Monday, a Microsoft manager said only that XP SP3 would be automatically downloaded and installed "shortly," but did not specify a date.
Microsoft delayed the distribution of Windows XP SP3 twice this spring, but the July 10 date seems firm; it was included in the cumulative list of all updates available via Windows Server Update Services (WSUS), the server-side update tool many businesses use, as well as via the client-side Windows Update (WU) and Microsoft Update Web-based services.
A Microsoft spokeswoman, however, was not able to immediately confirm that July 10 will, in fact, be XP SP3's automatic update debut.
In late April, Microsoft postponed the release of XP SP3 because it found a compatibility bug between the operating system and the company's Retail Management System (RMS) point-of-sale software. It also stopped the automatic installation of Windows Vista SP1, which had already been pushed to some users.
A few weeks later, Microsoft added a filter to WU to block AMD-powered PCs susceptible to an "endless reboot" problem from seeing Windows XP SP3 as an available update. In late June, Microsoft crafted a fix and added it to the WU list.
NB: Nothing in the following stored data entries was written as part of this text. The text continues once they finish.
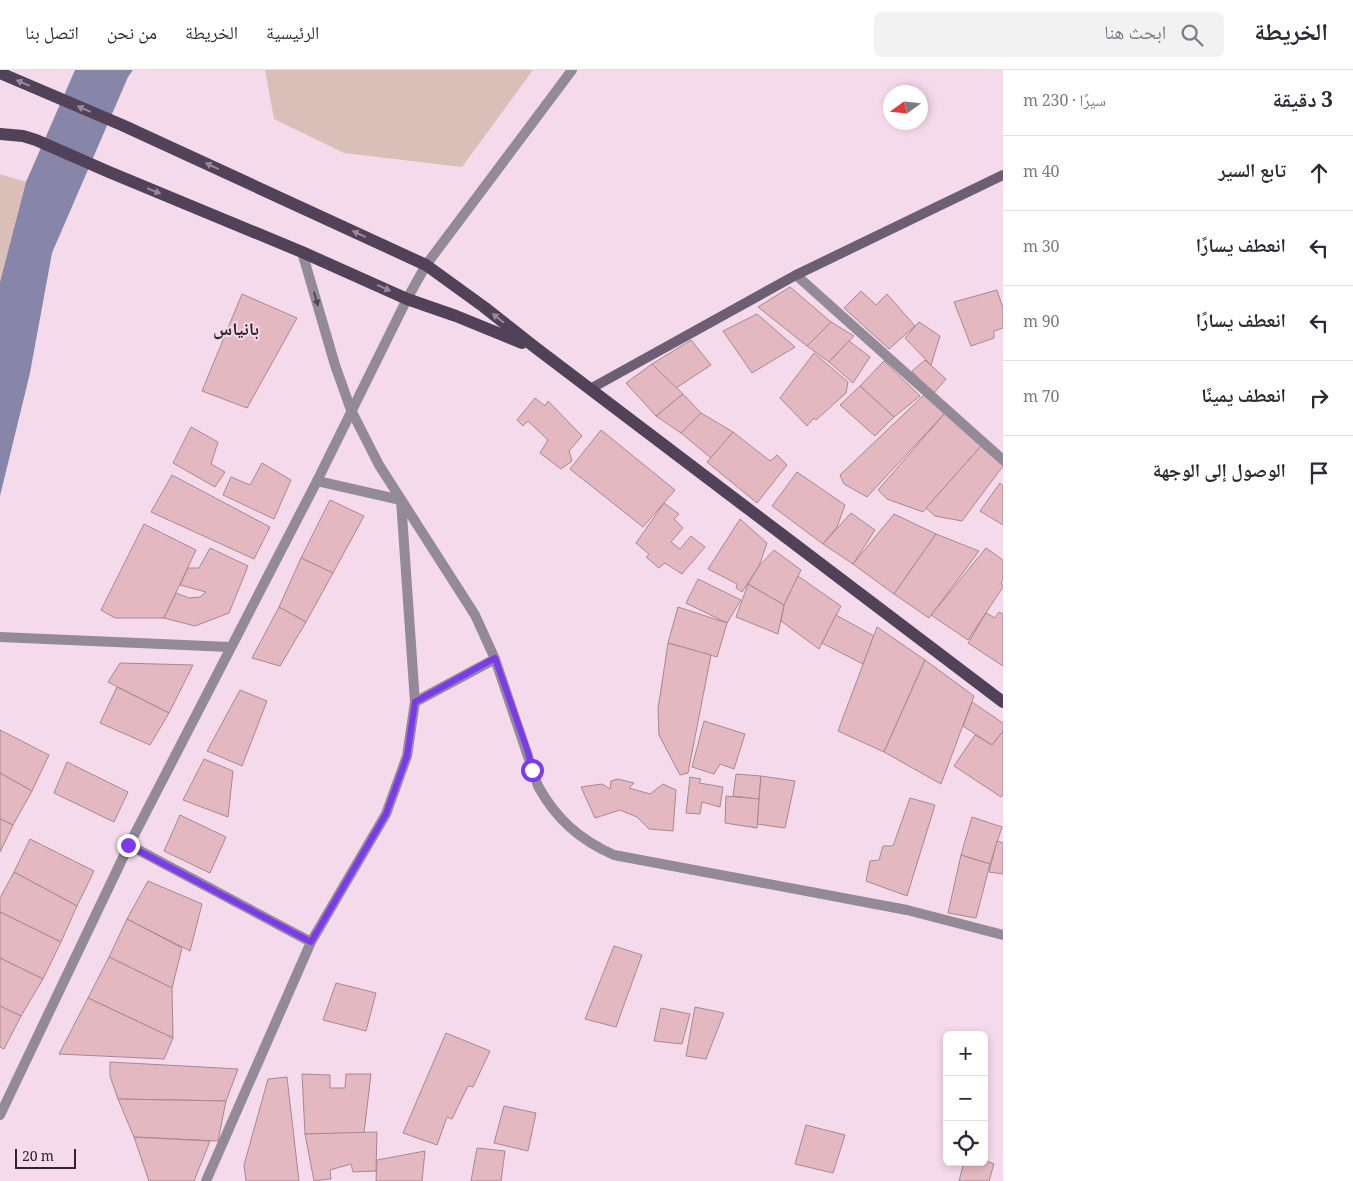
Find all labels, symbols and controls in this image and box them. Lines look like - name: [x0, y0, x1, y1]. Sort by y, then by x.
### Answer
- search box: [874, 12, 1224, 57]
- text: الخريطة: [1254, 14, 1328, 55]
- text: ابحث هنا: [1104, 19, 1166, 51]
- text: اتصل بنا: [25, 20, 79, 50]
- text: من نحن: [107, 20, 157, 50]
- text: الخريطة: [185, 20, 238, 50]
- text: الرئيسية: [266, 20, 319, 50]
- icon: search: [1178, 21, 1206, 49]
- one-way arrow: [16, 78, 30, 86]
- north arrow: [883, 85, 928, 130]
- text: 3 دقيقة: [1273, 85, 1333, 120]
- text: سيرًا · 230 m: [1023, 89, 1106, 116]
- one-way arrow: [77, 104, 91, 112]
- text: تابع السير: [1218, 157, 1286, 189]
- icon: ahead: [1305, 159, 1333, 187]
- text: 40 m: [1023, 160, 1060, 187]
- one-way arrow: [205, 162, 219, 170]
- one-way arrow: [147, 187, 162, 195]
- one-way arrow: [352, 230, 366, 238]
- text: انعطف يسارًا: [1196, 232, 1286, 264]
- icon: left: [1305, 234, 1333, 262]
- text: 30 m: [1023, 235, 1060, 262]
- one-way arrow: [377, 285, 391, 293]
- one-way arrow: [313, 291, 321, 306]
- text: انعطف يسارًا: [1196, 307, 1286, 339]
- icon: left: [1305, 309, 1333, 337]
- text: 90 m: [1023, 310, 1060, 337]
- one-way arrow: [491, 312, 504, 323]
- district label: بانياس: [213, 316, 259, 346]
- text: انعطف يمينًا: [1201, 382, 1286, 414]
- icon: right: [1305, 384, 1333, 412]
- text: 70 m: [1023, 385, 1060, 412]
- text: الوصول إلى الوجهة: [1153, 457, 1286, 489]
- icon: arrive: [1305, 459, 1333, 487]
- route start: [521, 759, 544, 782]
- route end: [117, 834, 140, 857]
- map controls: [943, 1031, 988, 1166]
- button: +: [943, 1031, 988, 1076]
- button: −: [943, 1076, 988, 1121]
- button: locate: [943, 1121, 988, 1166]
- scale bar: [15, 1146, 76, 1169]
- text: 20 m: [22, 1146, 54, 1170]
Users who had WU set to automatically grab and install updates presumably have this patch already in place.
However, it's not clear how the automatic distribution of XP SP3 will affect users running AMD-equipped machines that haven't been updated with the June fix.
The announcement that Microsoft would release XP SP3 to Automatic Updates came just a week after the company started the operating system on its road to retirement by halting sales of the operating system to retail outlets and barring major computer makers from installing it on most new PCs.
People who want to block the automatic deployment of Windows XP SP3 can either modify the Windows Update settings, or download and use the Windows Service Pack Blocker Tool Kit, which provides several tools for stopping the service pack from reaching client PCs until at least April 2009.